··· Given data ···
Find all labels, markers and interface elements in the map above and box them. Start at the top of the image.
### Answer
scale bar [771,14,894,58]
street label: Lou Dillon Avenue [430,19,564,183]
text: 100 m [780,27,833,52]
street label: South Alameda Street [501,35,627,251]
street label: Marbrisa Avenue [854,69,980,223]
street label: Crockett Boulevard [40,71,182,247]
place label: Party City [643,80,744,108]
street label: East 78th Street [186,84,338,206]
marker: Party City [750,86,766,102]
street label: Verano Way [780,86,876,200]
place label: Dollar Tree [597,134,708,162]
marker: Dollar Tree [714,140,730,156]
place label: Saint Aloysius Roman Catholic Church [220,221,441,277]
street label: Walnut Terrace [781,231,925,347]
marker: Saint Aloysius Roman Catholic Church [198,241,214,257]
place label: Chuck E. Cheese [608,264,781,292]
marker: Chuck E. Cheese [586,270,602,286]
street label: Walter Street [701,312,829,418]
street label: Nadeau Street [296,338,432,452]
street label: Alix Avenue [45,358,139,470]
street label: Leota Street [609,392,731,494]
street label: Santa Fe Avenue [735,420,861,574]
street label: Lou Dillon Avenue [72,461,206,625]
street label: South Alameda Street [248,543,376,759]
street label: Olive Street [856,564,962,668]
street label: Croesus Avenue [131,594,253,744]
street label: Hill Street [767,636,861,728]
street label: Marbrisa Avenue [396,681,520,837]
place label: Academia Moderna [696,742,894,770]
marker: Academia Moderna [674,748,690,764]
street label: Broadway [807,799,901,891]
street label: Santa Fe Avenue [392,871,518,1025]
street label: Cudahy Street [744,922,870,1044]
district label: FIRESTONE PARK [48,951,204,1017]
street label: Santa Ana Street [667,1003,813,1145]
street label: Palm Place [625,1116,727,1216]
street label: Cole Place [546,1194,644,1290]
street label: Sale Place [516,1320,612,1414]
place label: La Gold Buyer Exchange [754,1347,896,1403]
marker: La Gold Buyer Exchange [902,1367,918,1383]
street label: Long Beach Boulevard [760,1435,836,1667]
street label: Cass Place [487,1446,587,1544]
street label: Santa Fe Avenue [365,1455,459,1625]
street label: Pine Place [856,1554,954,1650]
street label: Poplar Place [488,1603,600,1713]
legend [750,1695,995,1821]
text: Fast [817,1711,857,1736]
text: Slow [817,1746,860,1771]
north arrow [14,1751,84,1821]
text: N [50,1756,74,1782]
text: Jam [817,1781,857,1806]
···
● Task requirements
The records above should be transcribed in full, with no differences.

● Result of the task
Find all labels, markers and interface elements in the map above and box them. Start at the top of the image.
### Answer
scale bar [771,14,894,58]
street label: Lou Dillon Avenue [430,19,564,183]
text: 100 m [780,27,833,52]
street label: South Alameda Street [501,35,627,251]
street label: Marbrisa Avenue [854,69,980,223]
street label: Crockett Boulevard [40,71,182,247]
place label: Party City [643,80,744,108]
street label: East 78th Street [186,84,338,206]
marker: Party City [750,86,766,102]
street label: Verano Way [780,86,876,200]
place label: Dollar Tree [597,134,708,162]
marker: Dollar Tree [714,140,730,156]
place label: Saint Aloysius Roman Catholic Church [220,221,441,277]
street label: Walnut Terrace [781,231,925,347]
marker: Saint Aloysius Roman Catholic Church [198,241,214,257]
place label: Chuck E. Cheese [608,264,781,292]
marker: Chuck E. Cheese [586,270,602,286]
street label: Walter Street [701,312,829,418]
street label: Nadeau Street [296,338,432,452]
street label: Alix Avenue [45,358,139,470]
street label: Leota Street [609,392,731,494]
street label: Santa Fe Avenue [735,420,861,574]
street label: Lou Dillon Avenue [72,461,206,625]
street label: South Alameda Street [248,543,376,759]
street label: Olive Street [856,564,962,668]
street label: Croesus Avenue [131,594,253,744]
street label: Hill Street [767,636,861,728]
street label: Marbrisa Avenue [396,681,520,837]
place label: Academia Moderna [696,742,894,770]
marker: Academia Moderna [674,748,690,764]
street label: Broadway [807,799,901,891]
street label: Santa Fe Avenue [392,871,518,1025]
street label: Cudahy Street [744,922,870,1044]
district label: FIRESTONE PARK [48,951,204,1017]
street label: Santa Ana Street [667,1003,813,1145]
street label: Palm Place [625,1116,727,1216]
street label: Cole Place [546,1194,644,1290]
street label: Sale Place [516,1320,612,1414]
place label: La Gold Buyer Exchange [754,1347,896,1403]
marker: La Gold Buyer Exchange [902,1367,918,1383]
street label: Long Beach Boulevard [760,1435,836,1667]
street label: Cass Place [487,1446,587,1544]
street label: Santa Fe Avenue [365,1455,459,1625]
street label: Pine Place [856,1554,954,1650]
street label: Poplar Place [488,1603,600,1713]
legend [750,1695,995,1821]
text: Fast [817,1711,857,1736]
text: Slow [817,1746,860,1771]
north arrow [14,1751,84,1821]
text: N [50,1756,74,1782]
text: Jam [817,1781,857,1806]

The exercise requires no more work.